Collected data
——————

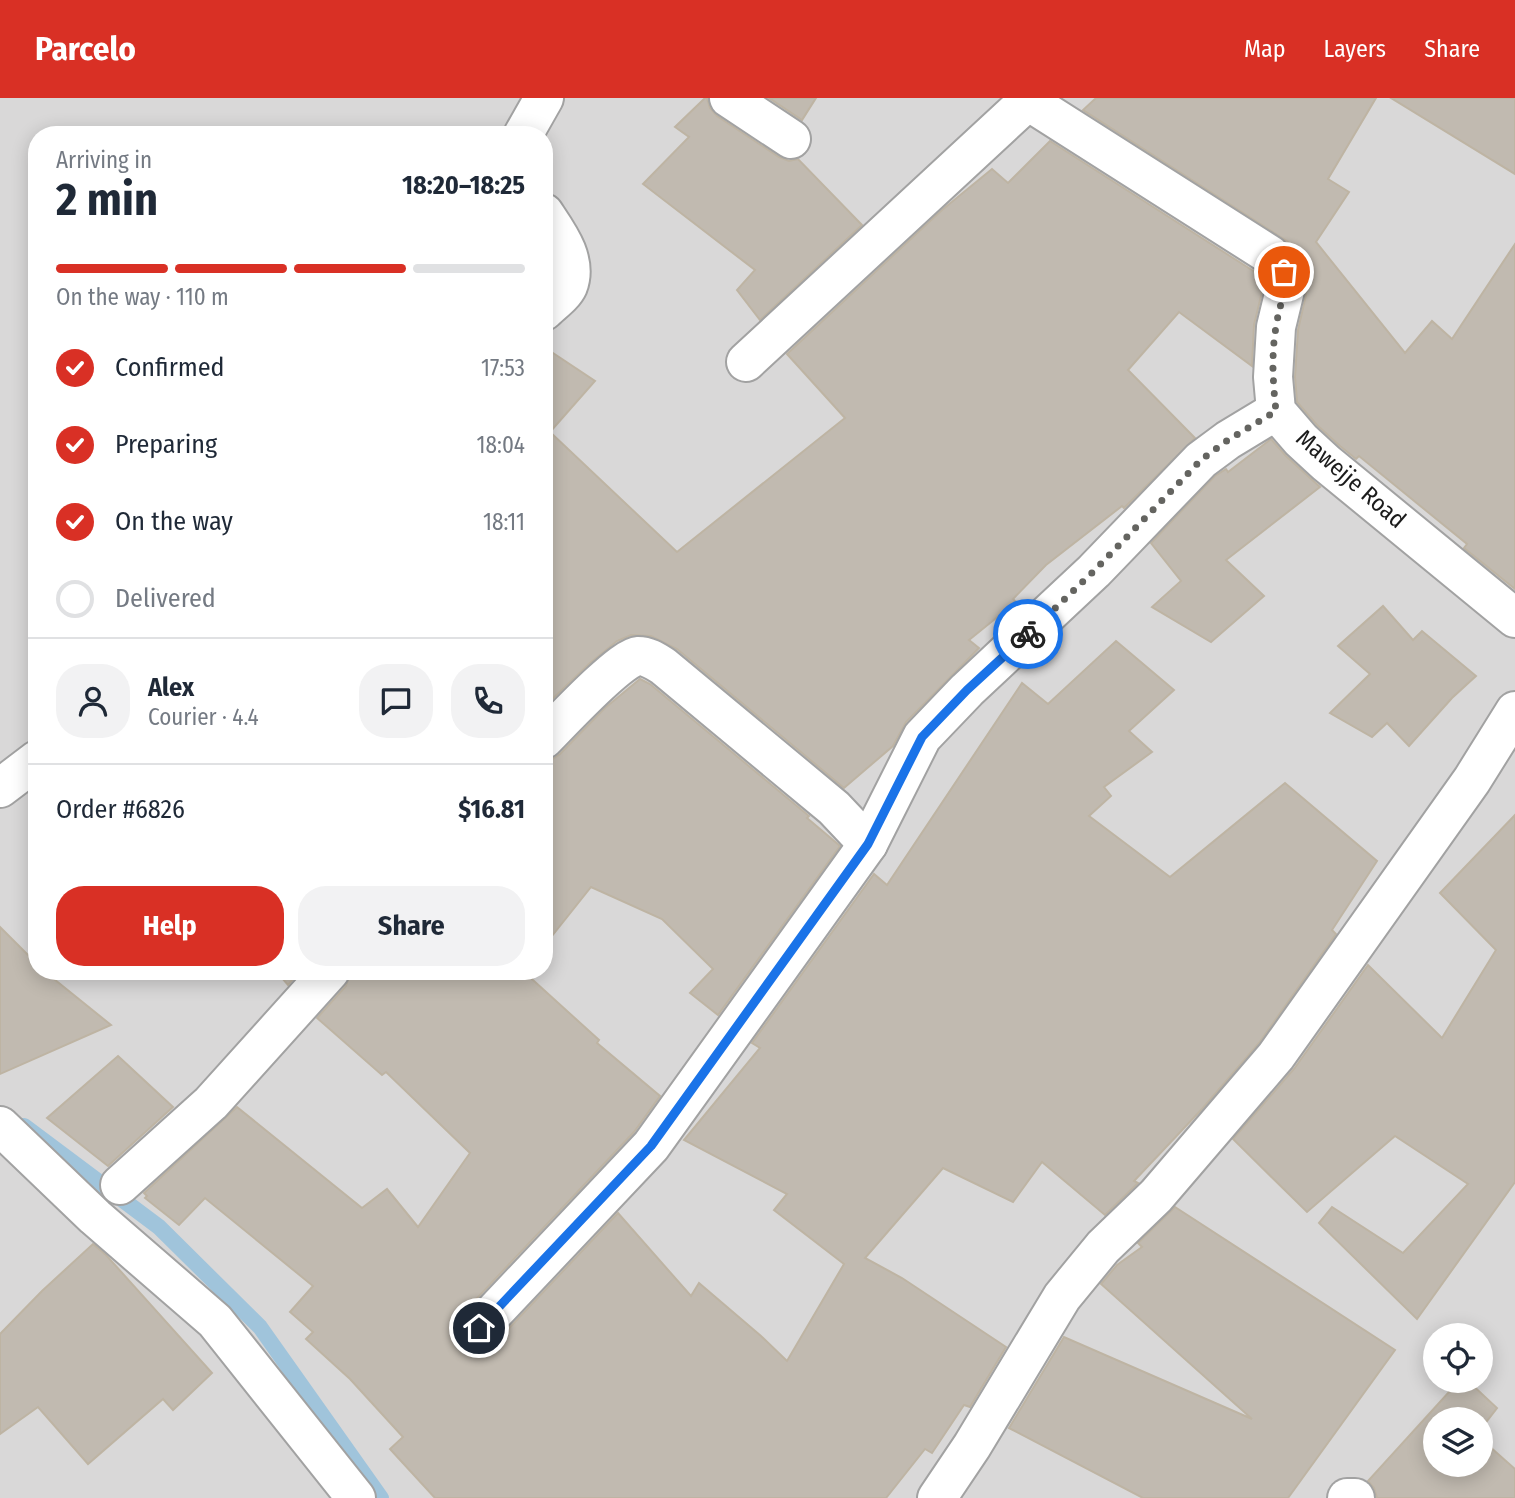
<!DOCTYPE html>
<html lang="en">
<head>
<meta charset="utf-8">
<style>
  :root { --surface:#fff; --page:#f2f2f3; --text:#1f2937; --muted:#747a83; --line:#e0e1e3; --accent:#d93025 }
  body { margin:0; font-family:"Fira Sans Condensed",sans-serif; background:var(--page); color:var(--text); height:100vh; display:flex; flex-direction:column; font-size:26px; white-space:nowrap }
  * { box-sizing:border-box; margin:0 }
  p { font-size:23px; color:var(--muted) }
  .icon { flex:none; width:38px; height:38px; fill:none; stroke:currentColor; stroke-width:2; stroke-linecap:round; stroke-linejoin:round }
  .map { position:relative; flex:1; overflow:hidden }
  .side { position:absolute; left:28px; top:28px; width:525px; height:854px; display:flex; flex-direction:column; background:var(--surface); border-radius:28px; box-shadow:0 4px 18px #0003 }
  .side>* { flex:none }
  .tools { position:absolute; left:1423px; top:1225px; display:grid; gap:14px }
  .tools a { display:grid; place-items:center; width:70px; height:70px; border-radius:50%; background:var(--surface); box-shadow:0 4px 18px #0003; font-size:35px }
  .pin { position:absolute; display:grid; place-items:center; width:60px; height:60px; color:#fff; margin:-30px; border:4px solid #fff; border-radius:50%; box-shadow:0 2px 7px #0007 }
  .courier { position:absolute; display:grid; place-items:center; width:70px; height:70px; margin:-35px; border:5px solid #1a73e8; border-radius:50%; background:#fff; color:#222; box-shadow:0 2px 9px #0007 }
  .head em { font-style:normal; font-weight:700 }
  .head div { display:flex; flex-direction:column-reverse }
  .head { display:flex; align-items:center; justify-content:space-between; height:119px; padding:0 28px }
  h1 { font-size:46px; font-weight:700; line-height:52px }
  .bar { display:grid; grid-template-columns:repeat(4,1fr); gap:10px 7px; align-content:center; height:84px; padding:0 28px }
  .bar i { height:9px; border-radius:5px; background:var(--line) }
  .bar .selected { background:var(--accent) }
  .bar p { grid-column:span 4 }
  .line { display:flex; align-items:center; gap:18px; padding:0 28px; border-top:2px solid var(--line) }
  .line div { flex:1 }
  .round { display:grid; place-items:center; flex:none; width:74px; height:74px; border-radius:28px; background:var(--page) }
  ol { padding:0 28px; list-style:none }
  li { display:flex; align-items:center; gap:21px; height:77px }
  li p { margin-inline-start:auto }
  li .icon { padding:7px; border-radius:50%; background:var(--accent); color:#fff; stroke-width:4 }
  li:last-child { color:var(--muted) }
  li i { width:38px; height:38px; border:4px solid var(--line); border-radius:50% }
  .button { display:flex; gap:14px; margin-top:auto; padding:14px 28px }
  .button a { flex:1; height:80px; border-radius:28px; background:var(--accent); color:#fff; font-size:28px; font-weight:700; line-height:80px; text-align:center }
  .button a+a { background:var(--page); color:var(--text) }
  header { display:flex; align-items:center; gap:42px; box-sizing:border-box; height:98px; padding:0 35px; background:var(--accent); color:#fff }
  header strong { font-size:33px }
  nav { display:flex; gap:38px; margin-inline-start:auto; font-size:24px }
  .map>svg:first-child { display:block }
  .residential { fill:#d9d8d8; fill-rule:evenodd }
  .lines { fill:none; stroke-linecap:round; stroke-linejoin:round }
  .stream { stroke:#a0c4db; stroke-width:16 }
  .building { fill:#c1bab0; stroke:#beb4a3; stroke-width:2 }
  .street-casing { stroke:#a2a2a2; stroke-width:42 }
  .street { stroke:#fff; stroke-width:38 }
  .done { stroke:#646460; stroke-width:7; stroke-dasharray:0 12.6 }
  .route { stroke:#1a73e8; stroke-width:9 }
  .labels { text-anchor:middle; stroke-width:5; stroke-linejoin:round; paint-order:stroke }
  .street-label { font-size:24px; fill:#1b1b1b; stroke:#fff }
</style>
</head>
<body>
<header>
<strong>Parcelo</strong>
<nav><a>Map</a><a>Layers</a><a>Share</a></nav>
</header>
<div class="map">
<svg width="1515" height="1400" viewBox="0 0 1515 1400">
  <rect width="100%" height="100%" fill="#edebe1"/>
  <!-- residential -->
  <path class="residential" d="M0,0h1515v1400h-1515zM37,37h507v836h-507zM1435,1237h45v46h-45zM1435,1321h45v46h-45z"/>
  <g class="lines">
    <!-- stream -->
    <polyline class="stream" points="24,1028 159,1129 260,1229 381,1400"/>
  </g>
  <!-- building -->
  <g class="building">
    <polygon points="705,0 707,0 710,10 717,18 779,59 789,63 798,61 862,127 760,222 737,192 755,172 643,86 689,39 675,29"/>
    <polygon points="769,0 816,0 802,22"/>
    <polygon points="1096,0 1376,0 1328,81 1349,94 1316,144 1405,255 1432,223 1452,241 1515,146 1515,491 1464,450 1467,446 1359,358 1356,361 1340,348 1317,327 1297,304 1295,279 1298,232 1306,197 1306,173 1301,160 1287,143 1083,12"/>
    <polygon points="1391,0 1515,0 1515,76"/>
    <polygon points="1050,43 1255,174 1263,182 1263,190 1254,227 1252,268 1179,214 1128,272 1195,340 1124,410 1122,408 1046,467 1013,501 1016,504 969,542 979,550 906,624 893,648 844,690 677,551 651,538 631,537 617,543 590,565 544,609 544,249 595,283 550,334 677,454 845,320 787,256 942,112 992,71 1008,85"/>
    <polygon points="1271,341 1286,358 1320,389 1226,462 1264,498 1211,544 1152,509 1181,483 1151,445 1215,378 1226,371 1228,374"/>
    <polygon points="1383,508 1413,542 1422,533 1476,578 1452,600 1409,648 1387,625 1372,639 1330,615 1370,576 1338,548"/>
    <polygon points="1116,543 1174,592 1129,633 1152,654 1104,689 1111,698 1089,718 1170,779 1285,685 1377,763 1332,832 1336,836 1259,945 1202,1011 1134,1083 1138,1085 1105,1117 1042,1064 1013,1104 943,1070 865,1160 902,1180 1006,1249 970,1309 964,1307 932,1355 925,1351 886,1400 435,1400 390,1351 403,1339 350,1281 306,1241 313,1234 290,1214 313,1188 205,1100 179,1127 145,1100 147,1098 144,1095 237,1009 362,1110 387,1091 418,1129 470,1055 386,974 382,977 317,920 346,888 351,873 523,873 599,942 597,945 660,998 634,1034 463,1215 458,1226 458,1236 464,1245 475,1251 486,1251 495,1245 618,1115 691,1198 699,1185 761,1238 787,1263 844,1166 774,1112 787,1096 684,1042 760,950 752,945 874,776 887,787 1022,585 1048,606"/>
    <polygon points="640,581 650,586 809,718 807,720 840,748 718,917 690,895 713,871 662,821 591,789 544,848 544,662 551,662 560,656 605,610"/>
    <polygon points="1515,717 1515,1084 1417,1221 1319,1125 1332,1109 1403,1155 1468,1086 1395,1038 1307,1114 1233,1041 1294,971 1368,867 1442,940 1496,852 1440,795"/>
    <polygon points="0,829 37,866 37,873 44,873 111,927 0,976"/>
    <polygon points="276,873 300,873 288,887"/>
    <polygon points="118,958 173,1009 108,1068 47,1020"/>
    <polygon points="1175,1109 1395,1252 1288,1400 1143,1400 1009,1330 1064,1239 1252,1321 1101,1186 1117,1167 1142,1149 1138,1145"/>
    <polygon points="93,1146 106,1157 212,1275 173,1312 163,1301 88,1366 38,1309 0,1336 0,1236 42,1193"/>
    <polygon points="1459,1283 1468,1283 1497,1310 1480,1332 1480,1321 1435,1321 1435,1367 1480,1367 1480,1340 1515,1371 1515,1400 1377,1400 1374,1390 1368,1383"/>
  </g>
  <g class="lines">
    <defs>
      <g id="street">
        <polyline points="729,0 791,41"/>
        <polyline points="1028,3 1270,157 1284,174 1285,192 1276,229 1273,279 1276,313 1301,342 1326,365 1515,520"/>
        <polyline points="523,37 544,0"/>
        <path d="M544,115c14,21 34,47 24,73 -4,9 -17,18 -24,25"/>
        <polyline points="746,264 1031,0"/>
        <path d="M544,641c15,-15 77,-82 94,-83 10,0 17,5 25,10l171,142 34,36"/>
        <polyline points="0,690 37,662"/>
        <polyline points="0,1028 95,1119 215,1223 356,1400"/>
        <polyline points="120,1087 211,1005 330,873"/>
        <polyline points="479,1230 651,1048 868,746 922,639 967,592 1094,473 1201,362 1228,342 1276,313"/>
        <polyline points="937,1400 972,1348 1062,1199 1103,1149 1156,1098 1276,958 1472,682 1515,613"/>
        <polyline points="1347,1400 1355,1400"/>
      </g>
    </defs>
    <!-- street casing -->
    <use href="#street" class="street-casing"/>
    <!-- street -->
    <use href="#street" class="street"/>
  </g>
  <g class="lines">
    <!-- done -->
    <path class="done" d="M1028,536l66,-63 107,-111 27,-20 48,-29c-3,-27 -5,-56 0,-84 3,-21 10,-33 8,-55"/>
    <!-- route -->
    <polyline class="route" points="479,1230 651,1048 868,746 922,639 967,592 1028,536"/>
  </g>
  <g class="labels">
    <!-- street labels -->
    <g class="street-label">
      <text transform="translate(1351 381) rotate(41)" y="8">Mawejje Road</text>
    </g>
  </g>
</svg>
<div class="tools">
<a><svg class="icon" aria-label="locate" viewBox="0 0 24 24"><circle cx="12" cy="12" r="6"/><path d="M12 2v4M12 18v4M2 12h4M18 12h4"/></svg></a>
<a><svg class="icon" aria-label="layers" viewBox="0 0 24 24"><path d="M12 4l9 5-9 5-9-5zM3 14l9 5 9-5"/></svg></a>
</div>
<div class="pin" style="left:1284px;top:174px;background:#ea580c"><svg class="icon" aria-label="bag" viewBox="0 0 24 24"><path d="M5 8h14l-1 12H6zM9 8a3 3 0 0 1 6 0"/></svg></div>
<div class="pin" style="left:479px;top:1230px;background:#1f2937"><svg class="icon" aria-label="home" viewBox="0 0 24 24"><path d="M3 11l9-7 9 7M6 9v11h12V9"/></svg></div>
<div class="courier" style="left:1028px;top:536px"><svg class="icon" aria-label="bike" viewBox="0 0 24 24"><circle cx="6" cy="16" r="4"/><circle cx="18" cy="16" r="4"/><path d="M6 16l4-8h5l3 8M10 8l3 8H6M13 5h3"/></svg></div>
<section class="side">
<div class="head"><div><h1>2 min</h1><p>Arriving in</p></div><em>18:20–18:25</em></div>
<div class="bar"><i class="selected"></i><i class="selected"></i><i class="selected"></i><i></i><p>On the way · 110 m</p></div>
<ol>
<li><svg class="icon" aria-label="check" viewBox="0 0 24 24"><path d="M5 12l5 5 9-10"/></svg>Confirmed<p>17:53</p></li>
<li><svg class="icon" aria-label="check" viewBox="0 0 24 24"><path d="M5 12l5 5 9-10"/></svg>Preparing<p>18:04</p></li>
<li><svg class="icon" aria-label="check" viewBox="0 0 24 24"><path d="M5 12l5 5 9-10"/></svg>On the way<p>18:11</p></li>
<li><i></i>Delivered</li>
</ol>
<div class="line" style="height:126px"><a class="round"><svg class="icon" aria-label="person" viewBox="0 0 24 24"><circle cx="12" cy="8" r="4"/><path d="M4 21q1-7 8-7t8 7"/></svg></a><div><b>Alex</b><p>Courier · 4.4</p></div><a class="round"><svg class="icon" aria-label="chat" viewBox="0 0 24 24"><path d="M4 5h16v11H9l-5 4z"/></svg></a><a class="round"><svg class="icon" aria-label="phone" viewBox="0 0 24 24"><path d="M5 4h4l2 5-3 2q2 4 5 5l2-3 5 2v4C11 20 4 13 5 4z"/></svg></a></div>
<div class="line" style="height:91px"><div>Order #6826</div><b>$16.81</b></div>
<div class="button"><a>Help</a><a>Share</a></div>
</section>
</div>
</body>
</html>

——————

Could you set down verbatim the lines from the beginning of the entries above through the line containing "position:absolute; left:28px; top:28px;", both included, leaving out the pictures?

## OUTPUT FOR THIS EXERCISE
<!DOCTYPE html>
<html lang="en">
<head>
<meta charset="utf-8">
<style>
  :root { --surface:#fff; --page:#f2f2f3; --text:#1f2937; --muted:#747a83; --line:#e0e1e3; --accent:#d93025 }
  body { margin:0; font-family:"Fira Sans Condensed",sans-serif; background:var(--page); color:var(--text); height:100vh; display:flex; flex-direction:column; font-size:26px; white-space:nowrap }
  * { box-sizing:border-box; margin:0 }
  p { font-size:23px; color:var(--muted) }
  .icon { flex:none; width:38px; height:38px; fill:none; stroke:currentColor; stroke-width:2; stroke-linecap:round; stroke-linejoin:round }
  .map { position:relative; flex:1; overflow:hidden }
  .side { position:absolute; left:28px; top:28px; width:525px; height:854px; display:flex; flex-direction:column; background:var(--surface); border-radius:28px; box-shadow:0 4px 18px #0003 }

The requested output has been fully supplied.